3841605 · June 11, 2025
AI-Generated Content: All content on this page was generated by AI to highlight key points from the meeting. For complete details and context, we recommend watching the full video. so we can fix them.

Summary

At a Senate Appropriations subcommittee hearing, lawmakers challenged Secretary Turner over the Trump administration's FY2026 HUD budget request, which proposes a $43.5 billion appropriation, consolidation of rental assistance into a state block grant, and elimination of programs including CDBG and HOME.

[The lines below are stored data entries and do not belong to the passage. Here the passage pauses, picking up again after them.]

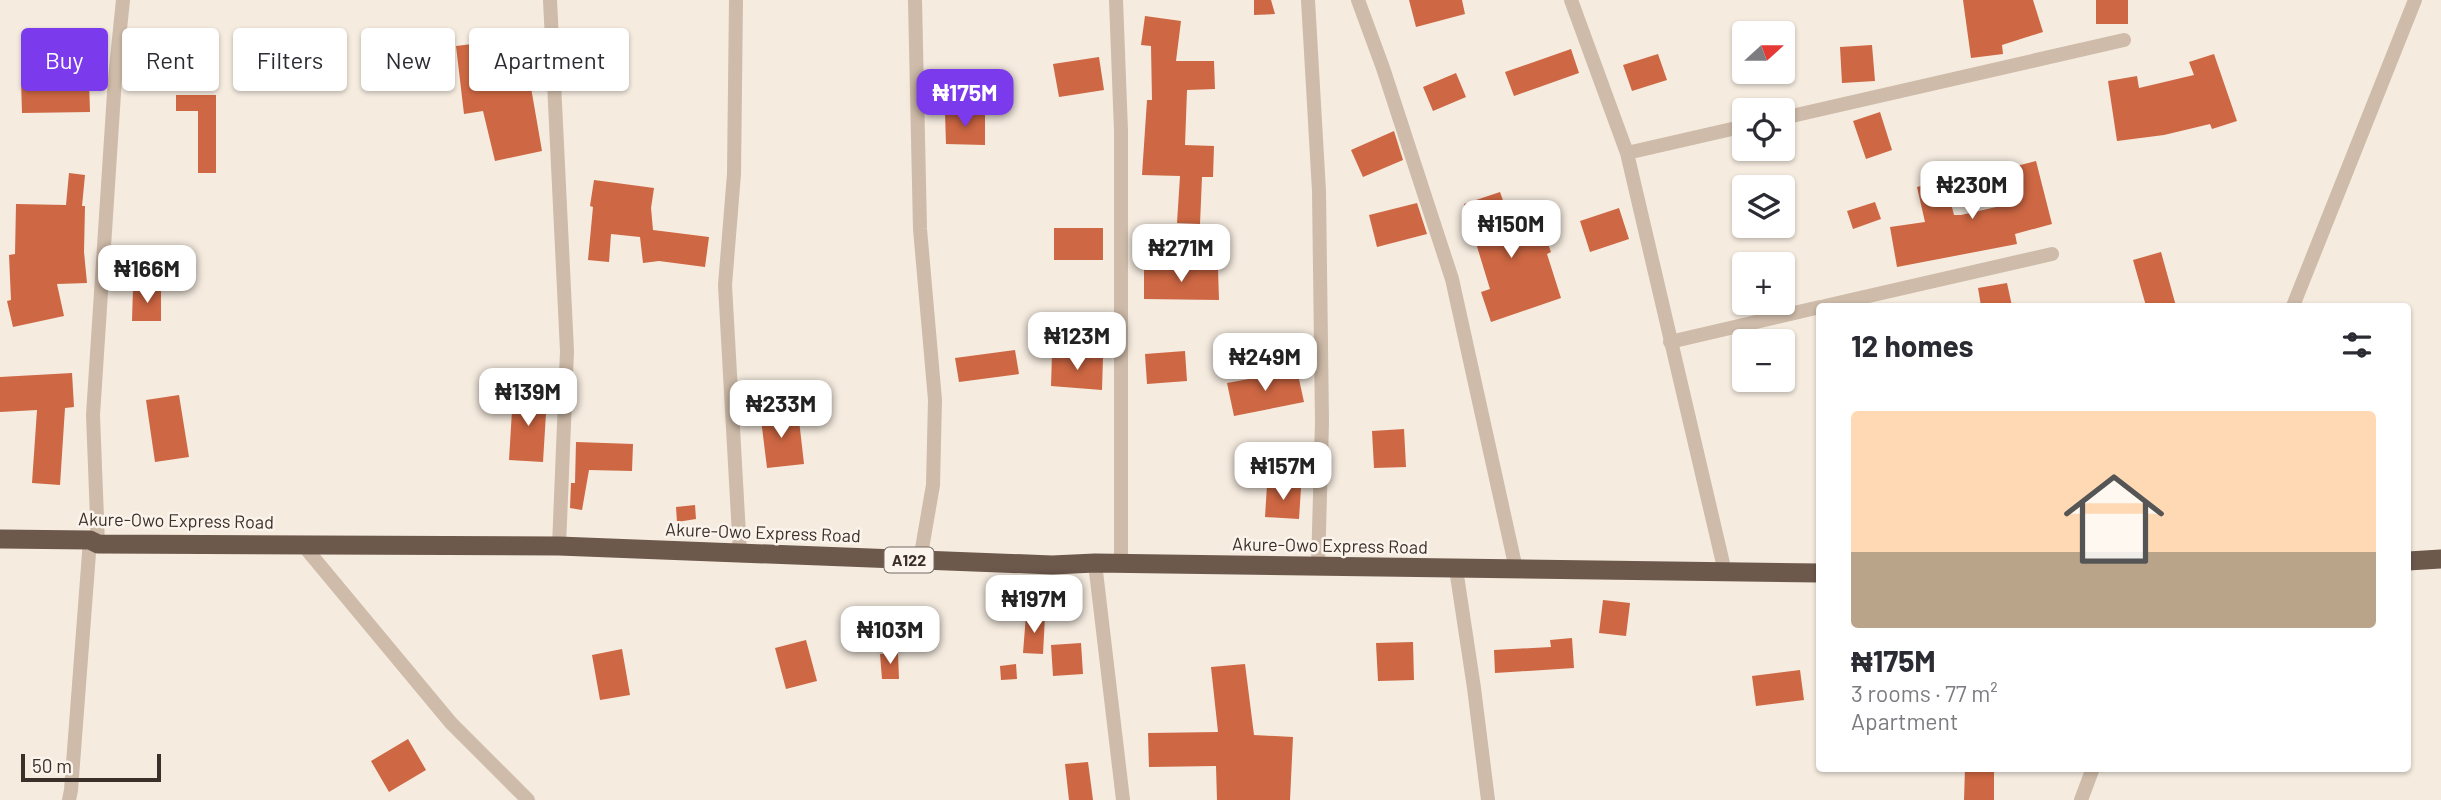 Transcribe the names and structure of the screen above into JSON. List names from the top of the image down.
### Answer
{
  "streets": {
    "highway": ["Akure-Owo Express Road", "A122"]
  },
  "scale_bar": "50 m",
  "north": "right",
  "page": {
    "map_buttons": ["+", "−"],
    "chip": [
      "Buy",
      "Rent",
      "Filters",
      "New",
      "Apartment"
    ],
    "price": [
      "₦175M",
      "₦230M",
      "₦150M",
      "₦271M",
      "₦166M",
      "₦123M",
      "₦249M",
      "₦139M",
      "₦233M",
      "₦157M",
      "₦197M",
      "₦103M"
    ],
    "heading": "12 homes",
    "list": [
      {
        "name": "₦175M",
        "note": "3 rooms · 77 m² · Apartment"
      }
    ],
    "scale": "50 m"
  }
} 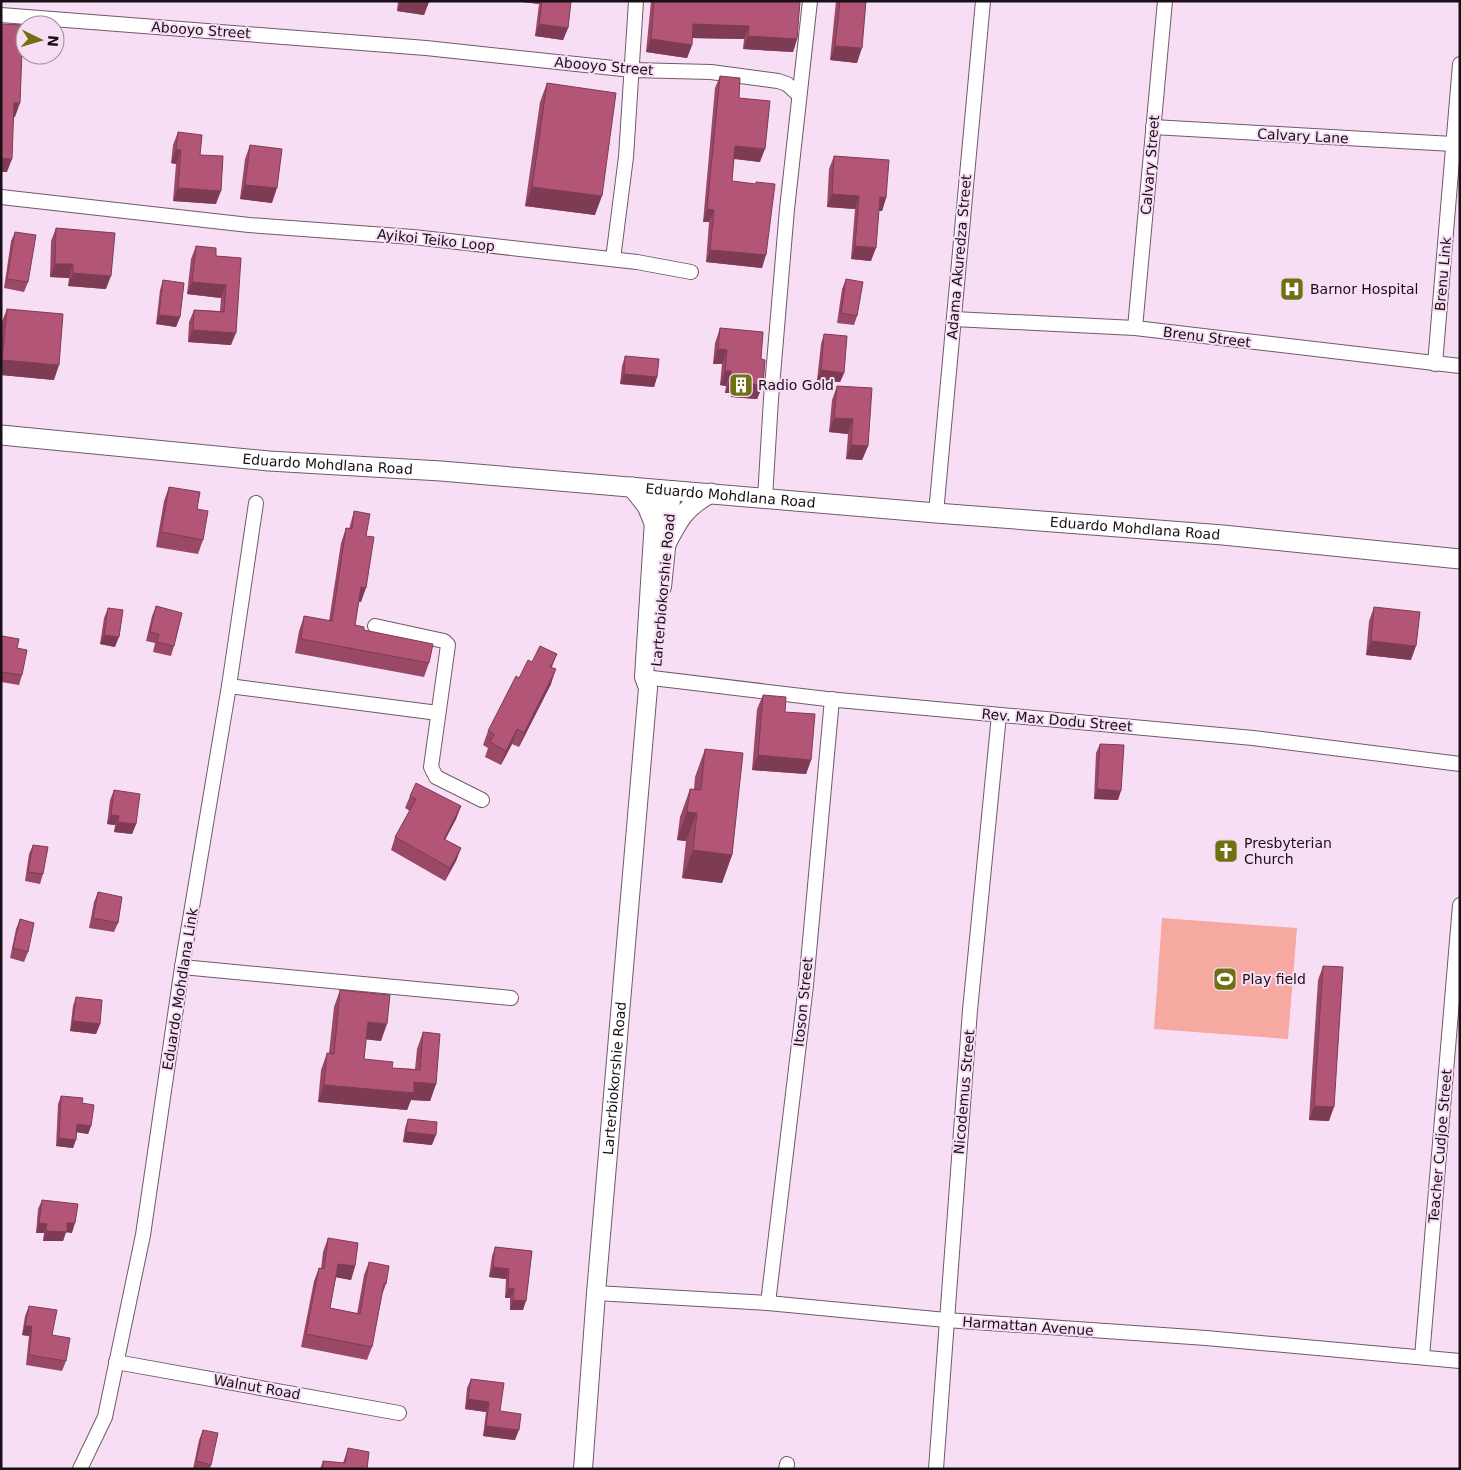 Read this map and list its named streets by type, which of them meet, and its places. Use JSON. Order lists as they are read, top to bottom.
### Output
{
  "streets": {
    "main road": ["Eduardo Mohdlana Road"],
    "street": [
      "Abooyo Street",
      "Calvary Lane",
      "Calvary Street",
      "Ayikoi Teiko Loop",
      "Adama Akuredza Street",
      "Brenu Link",
      "Brenu Street",
      "Larterbiokorshie Road",
      "Rev. Max Dodu Street",
      "Eduardo Mohdlana Link",
      "Itoson Street",
      "Nicodemus Street",
      "Teacher Cudjoe Street",
      "Harmattan Avenue",
      "Walnut Road"
    ]
  },
  "crossings": [
    ["Calvary Lane", "Calvary Street"],
    ["Calvary Lane", "Brenu Link"],
    ["Calvary Street", "Brenu Street"],
    ["Adama Akuredza Street", "Brenu Street"],
    ["Adama Akuredza Street", "Eduardo Mohdlana Road"],
    ["Brenu Link", "Brenu Street"],
    ["Eduardo Mohdlana Road", "Larterbiokorshie Road"],
    ["Larterbiokorshie Road", "Rev. Max Dodu Street"],
    ["Larterbiokorshie Road", "Harmattan Avenue"],
    ["Rev. Max Dodu Street", "Itoson Street"],
    ["Rev. Max Dodu Street", "Nicodemus Street"],
    ["Eduardo Mohdlana Link", "Walnut Road"],
    ["Itoson Street", "Harmattan Avenue"],
    ["Nicodemus Street", "Harmattan Avenue"],
    ["Teacher Cudjoe Street", "Harmattan Avenue"]
  ],
  "places": {
    "hospital": ["Barnor Hospital"],
    "building": ["Radio Gold"],
    "church": ["Presbyterian Church"],
    "sports": ["Play field"]
  },
  "north": "right"
} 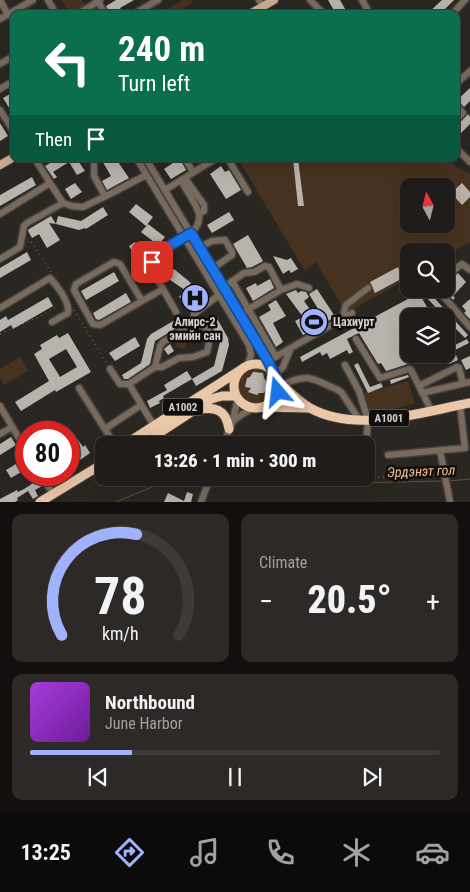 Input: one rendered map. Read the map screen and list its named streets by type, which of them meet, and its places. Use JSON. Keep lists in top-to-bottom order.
{
  "streets": {
    "highway": ["A1002", "A1001"]
  },
  "crossings": [
    ["A1002", "A1001"]
  ],
  "water": ["Эрдэнэт гол"],
  "places": {
    "hospital": ["Aлирс-2 эмийн сан"],
    "sports": ["Цахиурт"]
  },
  "north": "top",
  "page": {
    "turn": ["240 m", "Turn left"],
    "then": "Then",
    "limit": "80",
    "trip": "13:26 · 1 min · 300 m",
    "tile": "Climate",
    "heat": ["−", "20.5°", "+"],
    "song": ["Northbound", "June Harbor"],
    "tabs": "13:25",
    "gauge": ["78", "km/h"]
  }
} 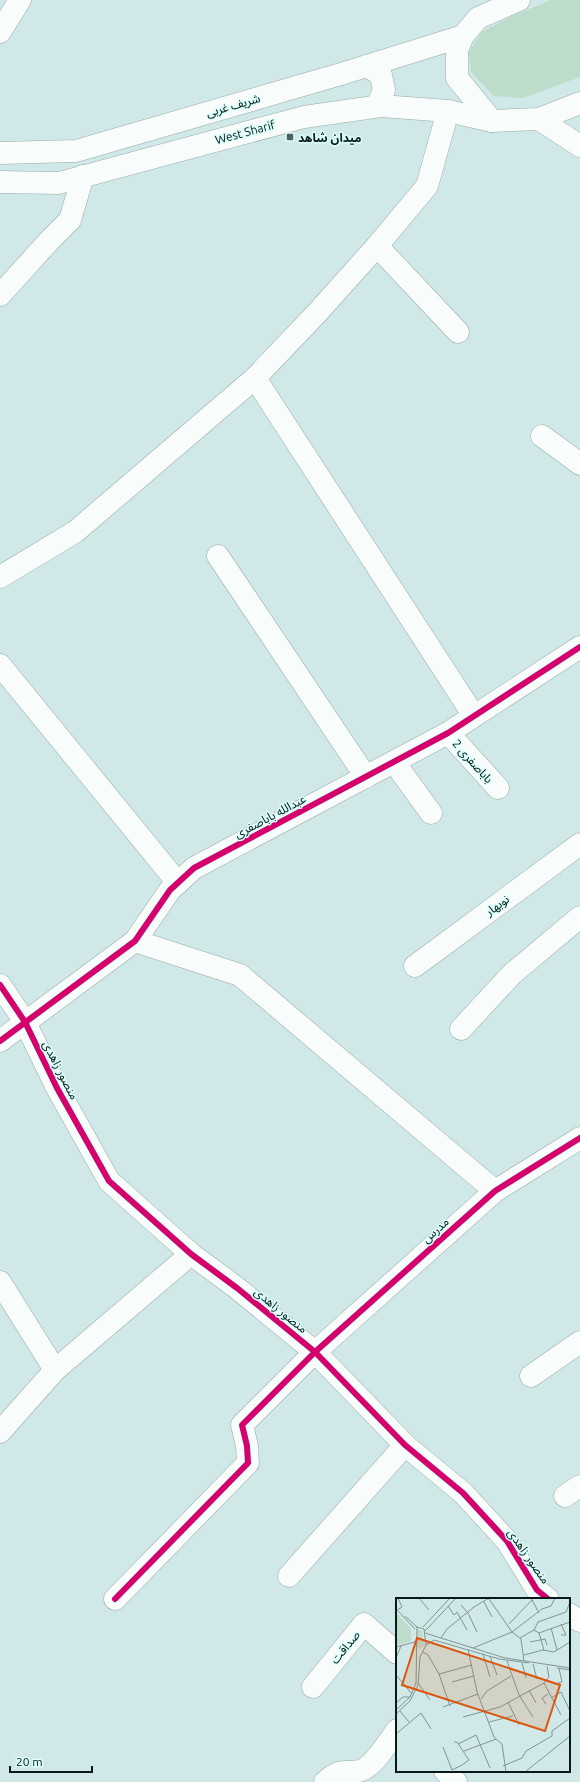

Secretary Turner, the U.S. Department of Housing and Urban Development secretary, defended the administration's FY2026 budget request and its plan to reorganize federal housing programs during testimony before the Senate Appropriations subcommittee overseeing HUD funding. Chair Cindy Hyde-Smith opened the hearing by noting the committee's review of the "fiscal year 2026 budget request for the Department of Housing and Urban Development."

The administration's proposal requests $43,500,000,000 for HUD, a figure Secretary Turner described as a "new playbook" intended to increase housing supply and reduce waste. "This budget requests $43,500,000,000 for the department funding critical programs and providing greater fiscal responsibility and restraint," Turner said, adding the proposal would "empower states" through a state-based formula grant that consolidates several rental assistance programs.

The consolidation at issue would roll tenant- and project-based Section 8, public housing, housing for the elderly, and housing for persons with disabilities into a single block grant. Chair Cindy Hyde-Smith warned that the OMB request assumes statutory changes the authorizing committees would need to make, and said the request is, in her words, "33,600,000,000 or 43.6% below the current funding levels." Hyde-Smith also said the consolidated programs currently serve "approximately 4,500,000 households," most of whom are elderly or disabled, and cautioned…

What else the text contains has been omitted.